Supplied data
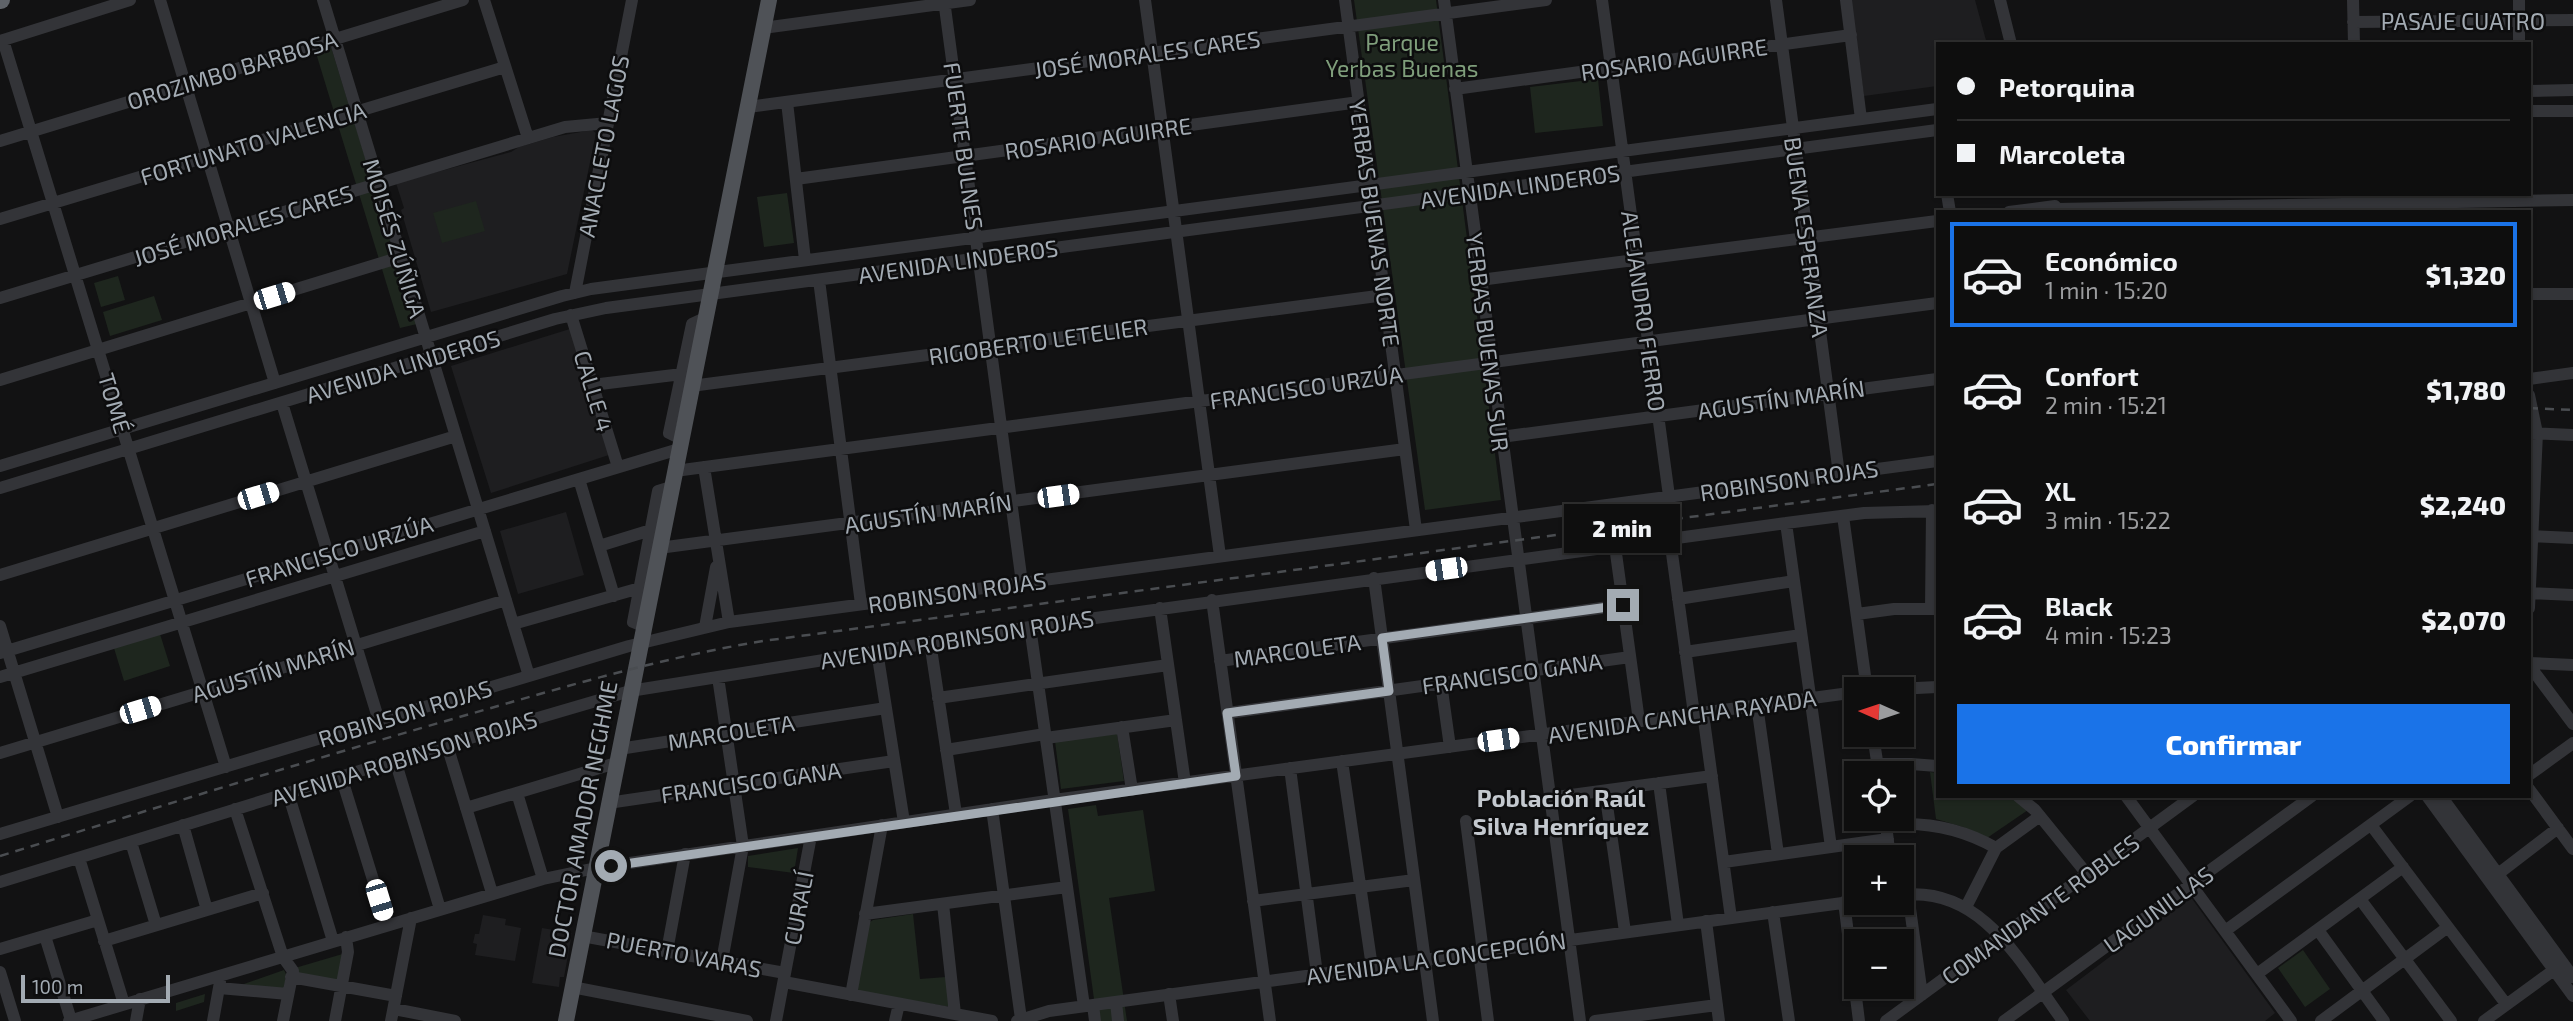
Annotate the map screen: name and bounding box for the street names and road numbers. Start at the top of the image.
street label: PASAJE CUATRO [2381,7,2545,35]
street label: OROZIMBO BARBOSA [123,24,341,115]
street label: JOSÉ MORALES CARES [1032,24,1262,84]
street label: ROSARIO AGUIRRE [1579,32,1769,86]
street label: ANACLETO LAGOS [572,53,634,239]
street label: FUERTE BULNES [938,60,990,232]
street label: FORTUNATO VALENCIA [137,95,370,191]
street label: YERBAS BUENAS NORTE [1344,98,1406,348]
street label: ROSARIO AGUIRRE [1003,111,1193,165]
street label: BUENA ESPERANZA [1779,135,1835,340]
street label: MOISÉS ZÚÑIGA [358,155,433,322]
street label: AVENIDA LINDEROS [1418,158,1622,214]
street label: JOSÉ MORALES CARES [130,178,356,272]
street label: ALEJANDRO FIERRO [1616,209,1672,413]
street label: YERBAS BUENAS SUR [1461,231,1515,453]
street label: AVENIDA LINDEROS [856,233,1060,289]
street label: RIGOBERTO LETELIER [927,312,1149,370]
street label: AVENIDA LINDEROS [303,323,503,409]
street label: CALLE 4 [568,347,620,435]
street label: FRANCISCO URZÚA [1208,359,1405,414]
street label: TOMÉ [93,370,137,436]
street label: AGUSTÍN MARÍN [1696,373,1866,425]
street label: ROBINSON ROJAS [1698,454,1880,506]
street label: AGUSTÍN MARÍN [843,487,1013,539]
street label: FRANCISCO URZÚA [242,509,437,593]
street label: ROBINSON ROJAS [866,566,1048,618]
street label: AVENIDA ROBINSON ROJAS [818,604,1096,674]
street label: MARCOLETA [1232,627,1363,673]
street label: AGUSTÍN MARÍN [188,632,358,708]
street label: FRANCISCO GANA [1420,646,1605,700]
street label: ROBINSON ROJAS [315,673,495,753]
street label: DOCTOR AMADOR NEGHME [541,678,623,960]
street label: AVENIDA CANCHA RAYADA [1546,683,1819,749]
street label: AVENIDA ROBINSON ROJAS [268,704,540,812]
street label: MARCOLETA [666,708,797,756]
street label: FRANCISCO GANA [659,755,844,809]
street label: COMANDANTE ROBLES [1936,828,2144,990]
street label: LAGUNILLAS [2098,860,2218,958]
street label: CURALÍ [777,868,819,947]
street label: PUERTO VARAS [604,925,764,983]
street label: AVENIDA LA CONCEPCIÓN [1304,926,1568,990]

Problem requirements
Print the complete listing exactly as it stands, without its pictures.

Exercise solution
Annotate the map screen: name and bounding box for the street names and road numbers. Start at the top of the image.
street label: PASAJE CUATRO [2381,7,2545,35]
street label: OROZIMBO BARBOSA [123,24,341,115]
street label: JOSÉ MORALES CARES [1032,24,1262,84]
street label: ROSARIO AGUIRRE [1579,32,1769,86]
street label: ANACLETO LAGOS [572,53,634,239]
street label: FUERTE BULNES [938,60,990,232]
street label: FORTUNATO VALENCIA [137,95,370,191]
street label: YERBAS BUENAS NORTE [1344,98,1406,348]
street label: ROSARIO AGUIRRE [1003,111,1193,165]
street label: BUENA ESPERANZA [1779,135,1835,340]
street label: MOISÉS ZÚÑIGA [358,155,433,322]
street label: AVENIDA LINDEROS [1418,158,1622,214]
street label: JOSÉ MORALES CARES [130,178,356,272]
street label: ALEJANDRO FIERRO [1616,209,1672,413]
street label: YERBAS BUENAS SUR [1461,231,1515,453]
street label: AVENIDA LINDEROS [856,233,1060,289]
street label: RIGOBERTO LETELIER [927,312,1149,370]
street label: AVENIDA LINDEROS [303,323,503,409]
street label: CALLE 4 [568,347,620,435]
street label: FRANCISCO URZÚA [1208,359,1405,414]
street label: TOMÉ [93,370,137,436]
street label: AGUSTÍN MARÍN [1696,373,1866,425]
street label: ROBINSON ROJAS [1698,454,1880,506]
street label: AGUSTÍN MARÍN [843,487,1013,539]
street label: FRANCISCO URZÚA [242,509,437,593]
street label: ROBINSON ROJAS [866,566,1048,618]
street label: AVENIDA ROBINSON ROJAS [818,604,1096,674]
street label: MARCOLETA [1232,627,1363,673]
street label: AGUSTÍN MARÍN [188,632,358,708]
street label: FRANCISCO GANA [1420,646,1605,700]
street label: ROBINSON ROJAS [315,673,495,753]
street label: DOCTOR AMADOR NEGHME [541,678,623,960]
street label: AVENIDA CANCHA RAYADA [1546,683,1819,749]
street label: AVENIDA ROBINSON ROJAS [268,704,540,812]
street label: MARCOLETA [666,708,797,756]
street label: FRANCISCO GANA [659,755,844,809]
street label: COMANDANTE ROBLES [1936,828,2144,990]
street label: LAGUNILLAS [2098,860,2218,958]
street label: CURALÍ [777,868,819,947]
street label: PUERTO VARAS [604,925,764,983]
street label: AVENIDA LA CONCEPCIÓN [1304,926,1568,990]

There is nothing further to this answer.